Portaria do governo Temer que altera conceito de trabalho escravo implica retrocesso na proteção da dignidade humana, afirma PGR

Quarta, 18 de outubro de 2017
Do MPF
Em audiência com o ministro do Trabalho, realizada na manhã de hoje (18), Raquel Dodge afirmou que norma fere a Constituição e deve ser revista
Portaria que altera conceito de trabalho escravo implica retrocesso na proteção da dignidade humana, afirma PGR
Foto: Antônio Agusto/Secom/PGR







Um retrocesso à garantia constitucional de proteção à dignidade da pessoa humana. Assim a procuradora-geral da República, Raquel Dodge, classificou a Portaria MTB nº1129/2017, editada há dois dias pelo Ministério do Trabalho. A norma tem sido criticada por dificultar a punição ao trabalho escravo no país. Nesta quarta-feira (18), Raquel Dodge recebeu o ministro do Trabalho, Ronaldo Nogueira, quando oficializou pedido de revogação da portaria.
A procuradora-geral entregou ao ministro ofício em que chama atenção para as violações constitucionais que podem ser efetivadas a partir do cumprimento da norma, além de uma recomendação elaborada pelo Ministério Público Federal (MPF) e pelo Ministério Público do Trabalho (MPT).

Ao explicar ao ministro os fundamentos que levaram o Ministério Público Federal a reagir ao novo regramento, a procuradora-geral destacou a dignidade humana, garantida na Constituição, e não apenas a liberdade de ir e vir. “A portaria volta a um ponto que a legislação superou há vários anos”, resumiu a PGR, completando que a proteção estabelecida na política pública anterior tem o propósito de impedir ações que “coisificam” o trabalhador, que está na raiz do conceito de escravidão.
Dodge frisou ainda que, na caracterização da condição análoga à de escravidão, é importante verificar a intenção do agente e a combinação de fatores que atentam contra a dignidade humana do trabalhador. “Há casos em que há consentimento do trabalhador, mas em situações como de coação, por exemplo, isso não é válido sob a ótica do direito”, completou.
Sugestões – Raquel Dodge enfatizou a disponibilidade para discutir propostas que criem um marco regulatório que dê segurança a todos, com medidas que não flexibilizem a proteção constitucional ao trabalhador, e que assegurem a punição a quem insiste em manter pessoas em situações análogas à escravidão.

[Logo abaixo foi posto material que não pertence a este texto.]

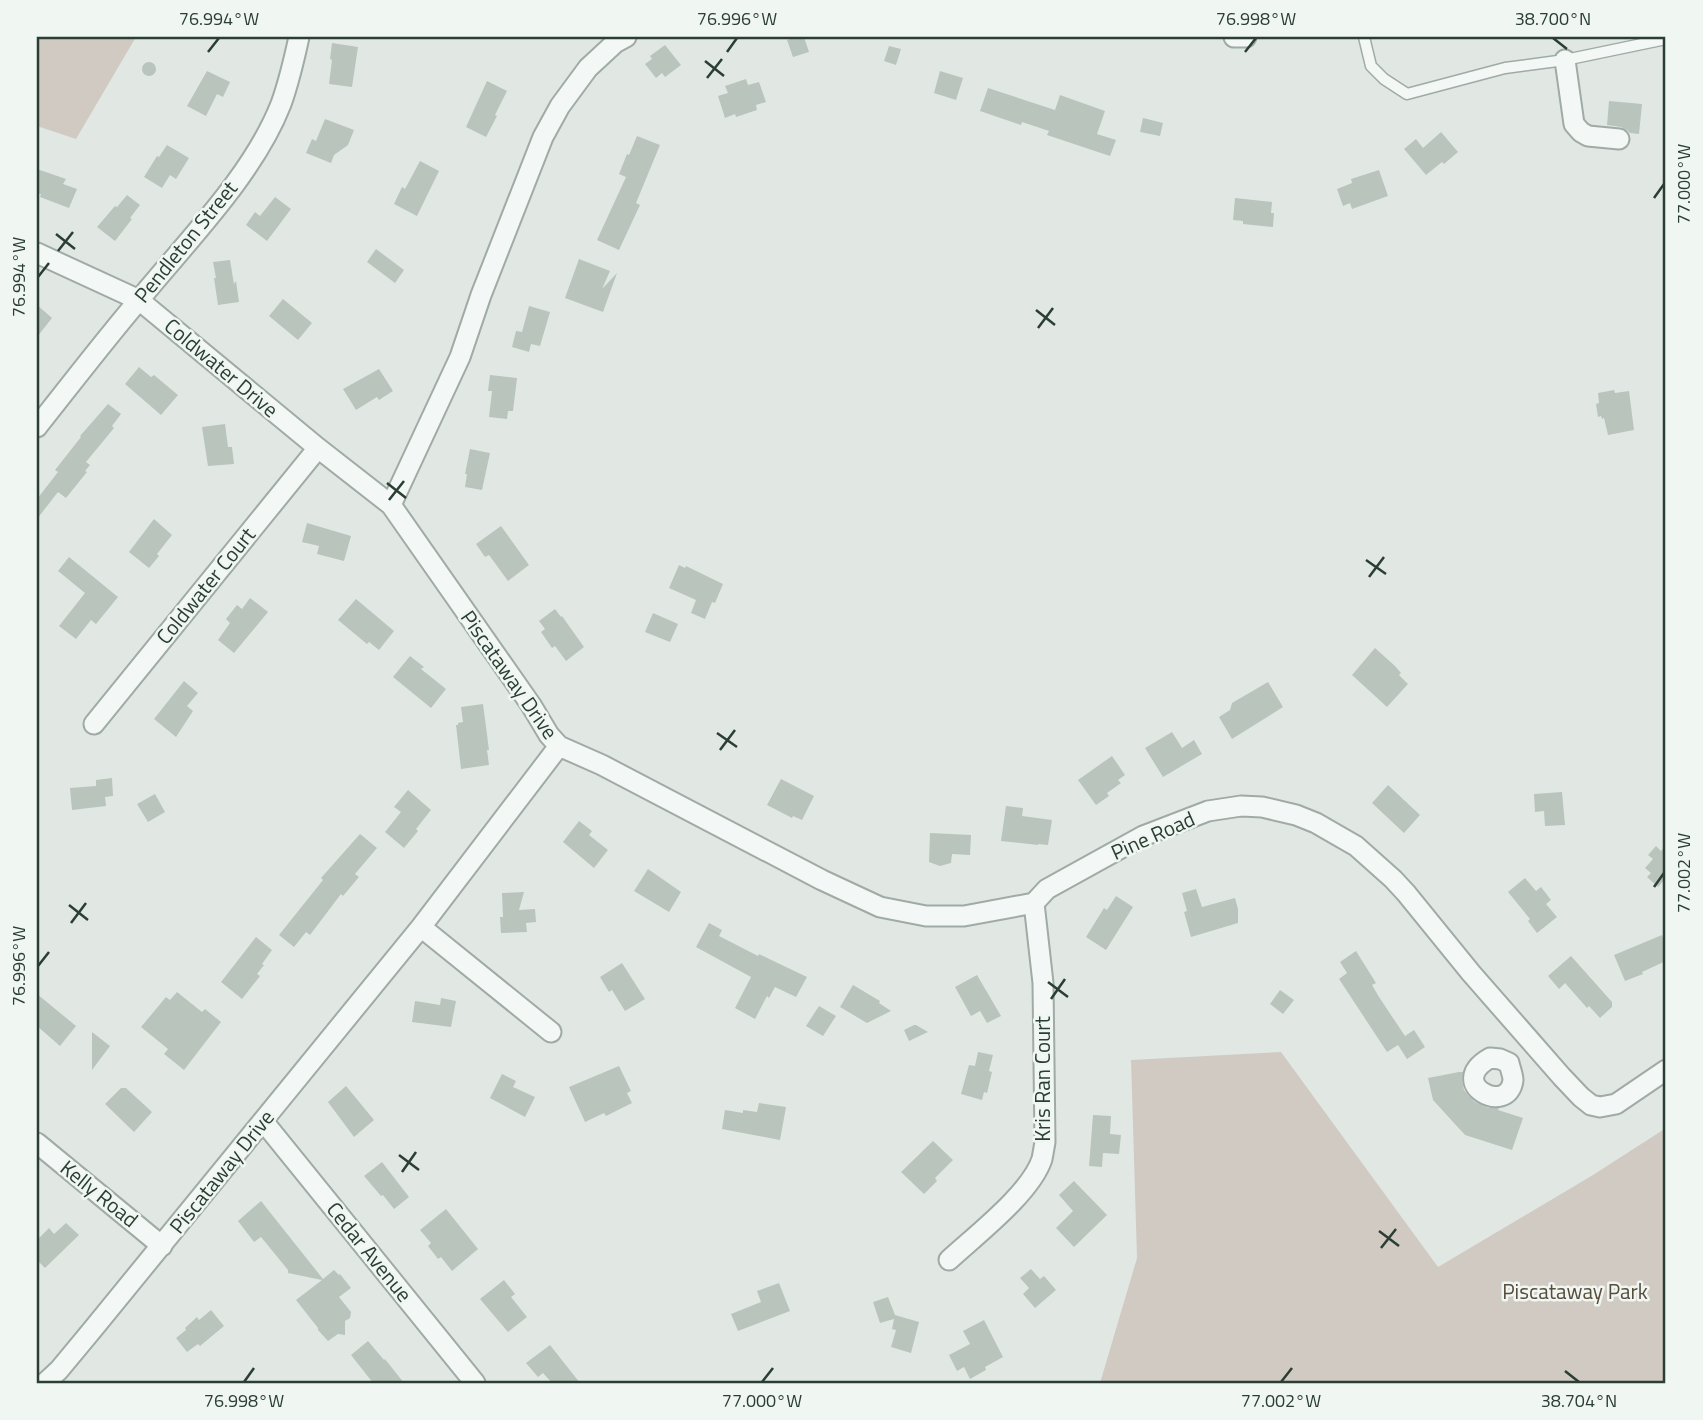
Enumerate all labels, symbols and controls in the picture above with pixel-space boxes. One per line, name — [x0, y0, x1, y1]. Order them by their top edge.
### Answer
text: 76.994°W — [179, 5, 259, 32]
text: 76.996°W — [697, 5, 777, 32]
text: 76.998°W — [1216, 5, 1296, 32]
text: 38.700°N — [1515, 5, 1591, 32]
text: 77.000°W — [1670, 144, 1697, 224]
street label: Pendleton Street — [126, 173, 245, 309]
text: 76.994°W — [5, 237, 32, 317]
street label: Coldwater Drive — [158, 310, 286, 425]
street label: Coldwater Court — [148, 519, 263, 651]
street label: Piscataway Drive — [453, 603, 566, 746]
street label: Pine Road — [1105, 802, 1200, 868]
text: 77.002°W — [1670, 833, 1697, 913]
text: 76.996°W — [5, 926, 32, 1006]
street label: Kris Ran Court — [1026, 1016, 1058, 1142]
street label: Piscataway Drive — [161, 1102, 281, 1240]
street label: Kelly Road — [54, 1152, 146, 1235]
street label: Cedar Avenue — [319, 1194, 420, 1308]
park label: Piscataway Park — [1502, 1275, 1648, 1307]
text: 76.998°W — [204, 1387, 284, 1414]
text: 77.000°W — [722, 1387, 802, 1414]
text: 77.002°W — [1241, 1387, 1321, 1414]
text: 38.704°N — [1541, 1387, 1617, 1414]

A procuradora-geral sugeriu que a participação da Polícia Federal – prevista na nova portaria – nas inspeções realizadas por auditores do Ministério do Trabalho mantenha o atual caráter de escolta ao auditor fiscal do trabalho e tenha efetivo papel de polícia judiciária da União. “É importante que a Polícia Federal atue para, na condição de polícia judiciária, instaurar inquéritos, avaliar prisões em flagrante, colher depoimentos que podem garantir a punição deste crime que envergonha a todos”, enfatizou.

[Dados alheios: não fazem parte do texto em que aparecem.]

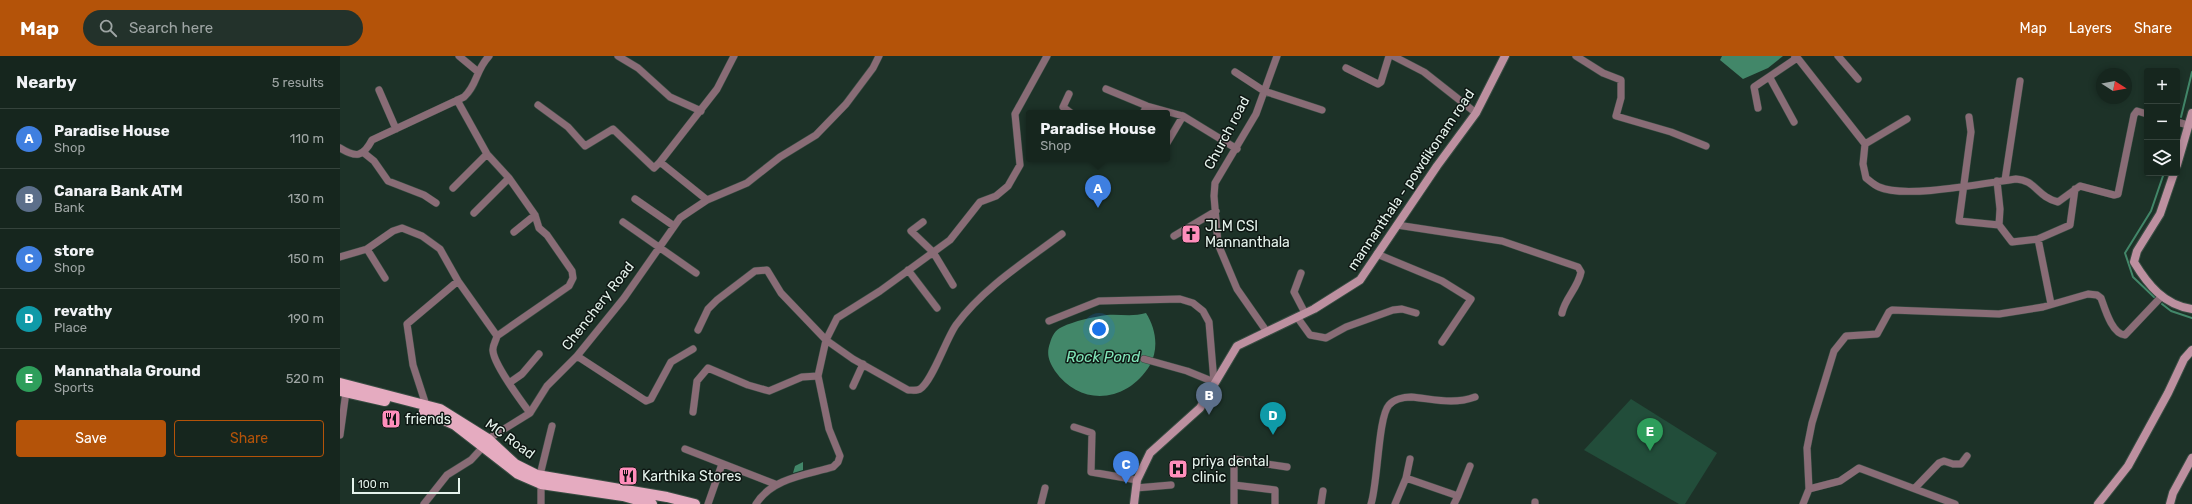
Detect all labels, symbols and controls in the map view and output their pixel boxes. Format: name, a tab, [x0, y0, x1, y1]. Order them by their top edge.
search box	[83, 10, 363, 46]
text: Map	[20, 17, 59, 40]
icon: search	[97, 17, 119, 39]
text: Search here	[129, 19, 213, 37]
text: Map	[2020, 20, 2047, 37]
text: Layers	[2069, 20, 2112, 37]
text: Share	[2134, 20, 2172, 37]
north arrow	[2096, 68, 2132, 104]
map controls	[2144, 68, 2180, 176]
button: +	[2144, 68, 2180, 104]
text: Nearby	[16, 72, 77, 92]
text: 5 results	[272, 75, 324, 90]
street label: mannanthala - powdikonam road	[1344, 86, 1478, 274]
street label: Church road	[1201, 93, 1253, 173]
button: −	[2144, 104, 2180, 140]
popup	[1026, 110, 1170, 162]
text: Paradise House	[1040, 120, 1156, 138]
text: Paradise House	[54, 122, 170, 140]
text: A	[24, 131, 34, 146]
text: 110 m	[290, 131, 324, 146]
text: Shop	[1040, 138, 1071, 153]
text: Shop	[54, 140, 85, 155]
button: layers	[2144, 140, 2180, 176]
pin: A	[1085, 175, 1111, 208]
text: Canara Bank ATM	[54, 182, 183, 200]
text: B	[24, 191, 34, 206]
text: 130 m	[288, 191, 324, 206]
text: Bank	[54, 200, 84, 215]
place label: JLM CSI Mannanthala	[1205, 218, 1290, 251]
church icon: JLM CSI Mannanthala	[1180, 223, 1202, 245]
text: store	[54, 242, 94, 260]
text: C	[24, 251, 34, 266]
text: 150 m	[288, 251, 324, 266]
street label: Chenchery Road	[558, 258, 638, 354]
text: Shop	[54, 260, 85, 275]
text: revathy	[54, 302, 112, 320]
text: D	[24, 311, 34, 326]
text: 190 m	[288, 311, 324, 326]
your location	[1089, 319, 1109, 339]
text: Place	[54, 320, 87, 335]
water label: Rock Pond	[1066, 348, 1141, 366]
text: Mannathala Ground	[54, 362, 201, 380]
text: E	[25, 371, 33, 386]
text: 520 m	[286, 371, 324, 386]
text: Sports	[54, 380, 94, 395]
pin: B	[1196, 382, 1222, 415]
pin: D	[1260, 402, 1286, 435]
restaurant icon: friends	[380, 408, 402, 430]
place label: friends	[405, 411, 451, 428]
street label: MC Road	[482, 415, 538, 463]
pin: E	[1637, 418, 1663, 451]
button: Save	[16, 420, 166, 457]
button: Share	[174, 420, 324, 457]
pin: C	[1113, 451, 1139, 484]
place label: priya dental clinic	[1192, 453, 1269, 486]
hospital icon: priya dental clinic	[1167, 458, 1189, 480]
restaurant icon: Karthika Stores	[617, 465, 639, 487]
place label: Karthika Stores	[642, 468, 741, 485]
scale bar	[352, 476, 460, 495]
text: 100 m	[358, 478, 389, 491]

Recomendação – Nessa terça-feira (17), membros do Ministério Público Federal e do Ministério Público do Trabalho integrantes da Comissão Nacional para Erradicação do Trabalho Escravo (Conatrae), com apoio da Câmara Criminal do MPF (2CCR) e da Procuradoria Federal dos Direitos do Cidadão (PFDC), elaboraram recomendação para a revogação imediata da Portaria MTB Nº 1129/2017, sob o fundamento de que afronta o artigo 149 do Código Penal e as Convenções 29 e 105 da Organização Internacional do Trabalho (OIT).

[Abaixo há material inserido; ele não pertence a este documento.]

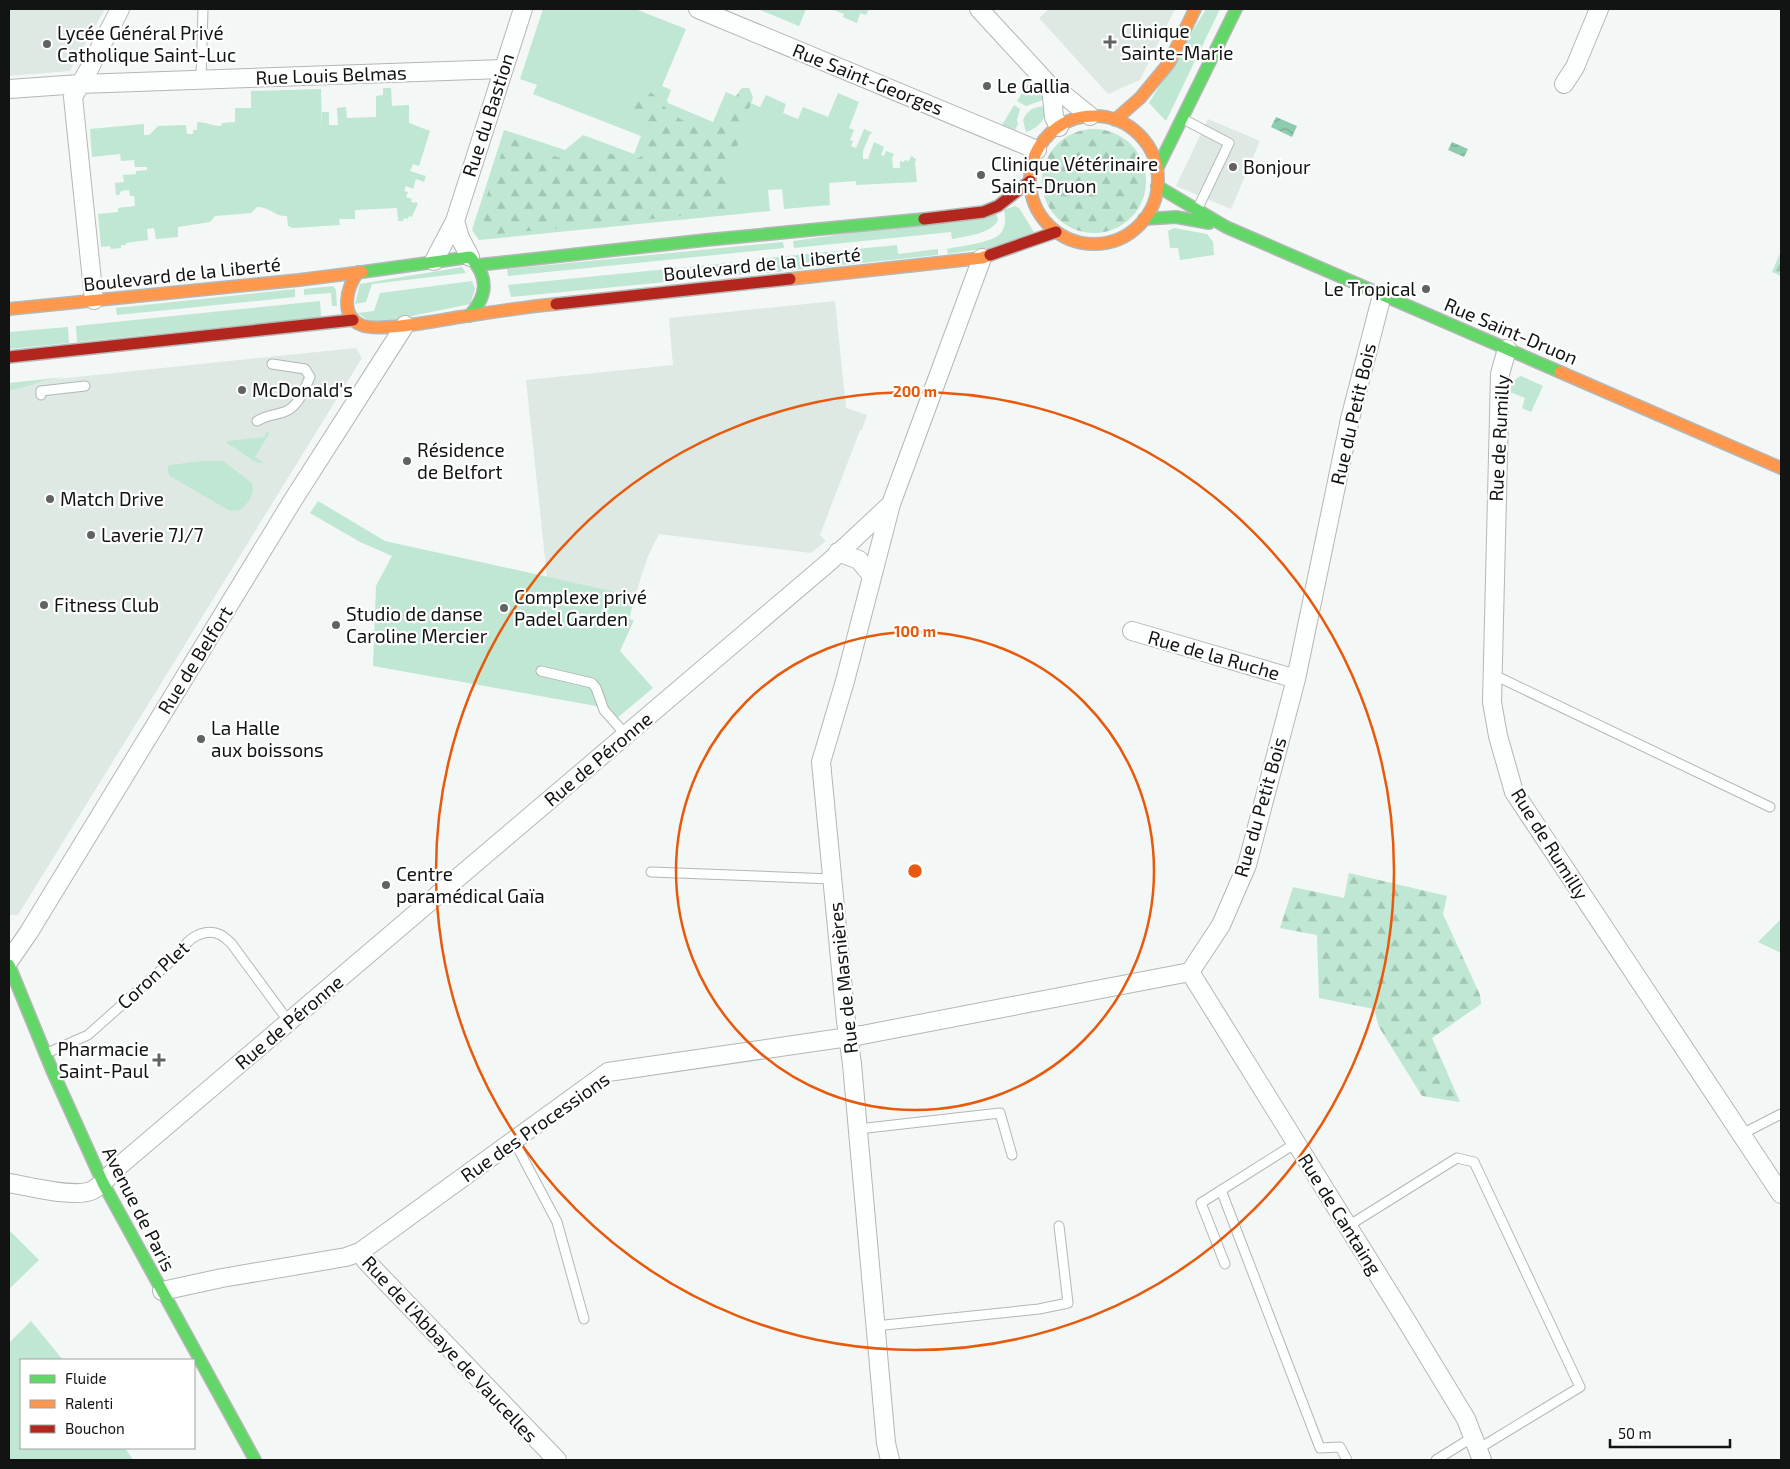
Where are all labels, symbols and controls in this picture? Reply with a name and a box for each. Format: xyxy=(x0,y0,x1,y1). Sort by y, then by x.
place label: Clinique Sainte-Marie xyxy=(1121,19,1233,64)
place label: Lycée Général Privé Catholique Saint-Luc xyxy=(57,21,236,66)
marker: Clinique Sainte-Marie xyxy=(1103,35,1117,49)
marker: Lycée Général Privé Catholique Saint-Luc xyxy=(41,38,53,50)
street label: Rue Saint-Georges xyxy=(790,38,947,119)
street label: Rue du Bastion xyxy=(457,50,518,180)
street label: Rue Louis Belmas xyxy=(255,60,407,89)
place label: Le Gallia xyxy=(997,74,1070,97)
marker: Le Gallia xyxy=(981,80,993,92)
place label: Clinique Vétérinaire Saint-Druon xyxy=(991,152,1158,197)
place label: Bonjour xyxy=(1243,155,1311,178)
marker: Bonjour xyxy=(1227,161,1239,173)
marker: Clinique Vétérinaire Saint-Druon xyxy=(975,169,987,181)
street label: Boulevard de la Liberté xyxy=(662,242,862,285)
street label: Boulevard de la Liberté xyxy=(82,252,282,295)
place label: Le Tropical xyxy=(1324,277,1416,300)
marker: Le Tropical xyxy=(1420,283,1432,295)
street label: Rue Saint-Druon xyxy=(1441,292,1581,369)
street label: Rue du Petit Bois xyxy=(1325,341,1380,487)
street label: Rue de Rumilly xyxy=(1484,374,1513,502)
place label: McDonald's xyxy=(252,378,353,401)
text: 200 m xyxy=(893,382,937,400)
marker: McDonald's xyxy=(236,384,248,396)
place label: Résidence de Belfort xyxy=(417,438,505,483)
marker: Résidence de Belfort xyxy=(401,455,413,467)
place label: Match Drive xyxy=(60,487,164,510)
marker: Match Drive xyxy=(44,493,56,505)
place label: Laverie 7J/7 xyxy=(101,523,204,546)
marker: Laverie 7J/7 xyxy=(85,529,97,541)
place label: Complexe privé Padel Garden xyxy=(514,585,647,630)
place label: Fitness Club xyxy=(54,593,159,616)
marker: Fitness Club xyxy=(38,599,50,611)
street label: Rue de Belfort xyxy=(152,602,237,718)
place label: Studio de danse Caroline Mercier xyxy=(346,602,488,647)
marker: Complexe privé Padel Garden xyxy=(498,602,510,614)
marker: Studio de danse Caroline Mercier xyxy=(330,619,342,631)
text: 100 m xyxy=(894,622,936,640)
street label: Rue de la Ruche xyxy=(1146,625,1283,684)
street label: Rue de Péronne xyxy=(539,707,656,811)
place label: La Halle aux boissons xyxy=(211,716,324,761)
marker: La Halle aux boissons xyxy=(195,733,207,745)
street label: Rue du Petit Bois xyxy=(1229,734,1291,880)
street label: Rue de Rumilly xyxy=(1507,784,1594,904)
place label: Centre paramédical Gaïa xyxy=(396,862,545,907)
centre of rings xyxy=(906,862,924,880)
marker: Centre paramédical Gaïa xyxy=(380,879,392,891)
street label: Rue de Masnières xyxy=(823,901,862,1055)
street label: Coron Plet xyxy=(112,936,193,1014)
street label: Rue de Péronne xyxy=(230,970,347,1074)
place label: Pharmacie Saint-Paul xyxy=(57,1037,149,1082)
marker: Pharmacie Saint-Paul xyxy=(153,1054,165,1066)
street label: Rue des Processions xyxy=(456,1067,613,1187)
street label: Avenue de Paris xyxy=(98,1143,181,1275)
street label: Rue de Cantaing xyxy=(1294,1149,1387,1279)
street label: Rue de l'Abbaye de Vaucelles xyxy=(358,1251,543,1447)
legend xyxy=(20,1359,195,1449)
text: Fluide xyxy=(65,1369,106,1387)
text: Ralenti xyxy=(65,1394,113,1412)
scale bar xyxy=(1610,1416,1730,1448)
text: Bouchon xyxy=(65,1419,125,1437)
text: 50 m xyxy=(1618,1424,1652,1442)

O documento, entregue em mãos pela procuradora-geral da República ao ministro do Trabalho, foi acompanhado de ofício em que Dodge acrescentou que o trabalho escravo viola a dignidade e não apenas a liberdade da pessoa humana. “É por esta razão que, ao adotar um conceito de trabalho escravo restrito à proteção da liberdade e não da dignidade humana, a Portaria nº 1129 fere a Constituição, que a garante em seus artigos 1º-III (ao estabelecer que a República tem por fundamento a dignidade da pessoa humana) e 170-caput (ao estabelecer que a ordem econômica tem por finalidade assegurar a todos existência digna e é fundada na valorização do trabalho humano)”, destacou a PGR.